さっきの敗戦で懲りたからって、黒都まで撤退するの?
「撤退の理由は敗戦じゃないんだよ」
「……」
オズの顔つきが変わっている!
滅多に見せることのない真剣な表情。
「……レザンジュ王が亡くなった」
えっ?
黒都にいるレザンジュ王が崩御された?
健康だと聞いていたのに。
「病気だったの?」
「違う。これは今入ったばかりの情報で、詳細は分からないが……」
まさか?
「弑逆の可能性が高い」
そんな!
大国レザンジュの王が!?
「……いったい誰に?」
「それも定かじゃない。ただ、おそらくは……第一王子アイスタージウス」
「王子による謀反?」
「その線が濃厚だな」
第一王子の良くない噂は耳にしている。
王との不仲説も。
けど、弑逆だなんて!
「それが本当だとしたら……」
「ああ」
「……王族による謀反、弑逆。

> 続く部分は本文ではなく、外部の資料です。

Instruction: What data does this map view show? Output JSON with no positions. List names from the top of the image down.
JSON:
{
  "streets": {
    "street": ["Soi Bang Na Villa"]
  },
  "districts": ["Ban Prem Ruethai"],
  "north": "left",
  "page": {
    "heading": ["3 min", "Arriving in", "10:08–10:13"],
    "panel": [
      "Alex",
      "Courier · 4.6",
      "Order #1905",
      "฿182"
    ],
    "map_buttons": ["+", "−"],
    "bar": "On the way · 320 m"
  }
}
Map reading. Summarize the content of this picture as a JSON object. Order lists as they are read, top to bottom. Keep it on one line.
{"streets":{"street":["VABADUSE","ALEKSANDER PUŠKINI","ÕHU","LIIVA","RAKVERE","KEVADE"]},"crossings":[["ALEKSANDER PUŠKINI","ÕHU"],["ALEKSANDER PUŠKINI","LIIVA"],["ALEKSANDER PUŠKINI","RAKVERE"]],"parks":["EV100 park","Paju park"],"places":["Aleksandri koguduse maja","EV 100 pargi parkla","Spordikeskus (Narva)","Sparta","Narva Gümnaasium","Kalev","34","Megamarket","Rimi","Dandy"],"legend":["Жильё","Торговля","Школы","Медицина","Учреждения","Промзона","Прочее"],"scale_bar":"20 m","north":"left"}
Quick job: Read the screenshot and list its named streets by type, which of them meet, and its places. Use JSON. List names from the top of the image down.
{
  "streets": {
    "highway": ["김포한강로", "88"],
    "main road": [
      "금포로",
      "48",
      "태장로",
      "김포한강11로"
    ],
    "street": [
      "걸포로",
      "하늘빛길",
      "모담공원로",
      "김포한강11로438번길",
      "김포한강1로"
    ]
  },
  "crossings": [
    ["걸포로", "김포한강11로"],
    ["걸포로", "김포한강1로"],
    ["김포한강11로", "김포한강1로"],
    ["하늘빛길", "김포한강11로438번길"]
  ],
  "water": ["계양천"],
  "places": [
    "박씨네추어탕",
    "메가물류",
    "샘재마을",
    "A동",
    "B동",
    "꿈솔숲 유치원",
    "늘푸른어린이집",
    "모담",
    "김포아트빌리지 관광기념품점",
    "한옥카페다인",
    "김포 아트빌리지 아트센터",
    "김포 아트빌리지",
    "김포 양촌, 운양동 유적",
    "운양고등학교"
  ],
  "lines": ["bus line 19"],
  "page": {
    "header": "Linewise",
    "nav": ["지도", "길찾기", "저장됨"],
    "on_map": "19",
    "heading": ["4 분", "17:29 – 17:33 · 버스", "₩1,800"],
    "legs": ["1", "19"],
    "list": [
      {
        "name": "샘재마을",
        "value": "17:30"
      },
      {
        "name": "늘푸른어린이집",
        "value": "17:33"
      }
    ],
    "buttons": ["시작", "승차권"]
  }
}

最悪だわ」
「最悪だ。けど、まだあるぞ」
「……」
「白都キュベルリアに滞在中のエリシティア殿に召喚令状が出されたらしい」
「王女にそんな酷い扱いを?」
「酷いどころじゃ済まないさ」
「……そういうことなの?」
「弑逆の前に出していた召喚令状だ。おそらくはそういうことだろうね」
あの王子、妹まで手にかけるつもり!
「それで、キュベリッツはどうするの? 陛下の御意向は?」
「まだ聞けていない。ただ友好国レザンジュとは……内政不干渉が原則だ」
「それなら、引き渡すと?」
「いや、まだ続きがある」
「何なの? 全部話して!」
「……レザンジュ国内から玉璽が消えた。そして、その玉璽は今エリシティア殿の手許にある」
王権の象徴である玉璽が王女の手に!
「……レザンジュの王権は、エリシティア様が握っているということ?」
「そうなるな」
だったら。
「キュベリッツはアイスタージウス王子より、エリシティア様を優先するのね?」
「それが、微妙なところだ」
「……」
「玉璽を持つ王女と、王都を支配下に置き実権を握る王子。厄介だろ」
「……そうね」
「で、その玉璽。どうやってエリシティア殿の手許に届いたと思う?」
「王女の配下の者が手配したんでしょ?」
「そうじゃないから頭が痛いんだよ」
「どういうこと?」
「レザンジュから玉璽を持ち出しエリシティア殿に届けたのは王女の配下ではなく……幻影だ」
えっ?
「師匠が?」
「そう、幻影のヴァルターがエリシティア殿に玉璽を届けたらしい」
どうしてここで師匠の名前が?
レザンジュの玉璽とは何の関係もないのに?
「今は冒険者ギルドの教官をやっている幻影の正体は、凄腕の元風根衆。王国の暗部だ。そんな彼なら可能なのかもしれないが……」
信じられない。
「……カーンゴルムで、キュベルリアで何が起こっているの?」
「それが分からないから急ぎ戻る必要がある。陛下からもすぐに白都に戻るよう指示があった」
すぐに王都に戻る!?
当然。
そう、この状況なのだから当然だけど……。
「キュベルリアにはいつ?」
「明日の朝一番で出発する。もちろん、リーナも一緒にね」
「……」
そんな……。
だったら、明日は……。
分かってる。
私用で、私情で動いていい状況じゃないことは。
でも……。
「そんな顔してどうしたんだい? 問題でも?」
「……」
話そう。
オズにこれまでの経緯を話して、全てはそれから。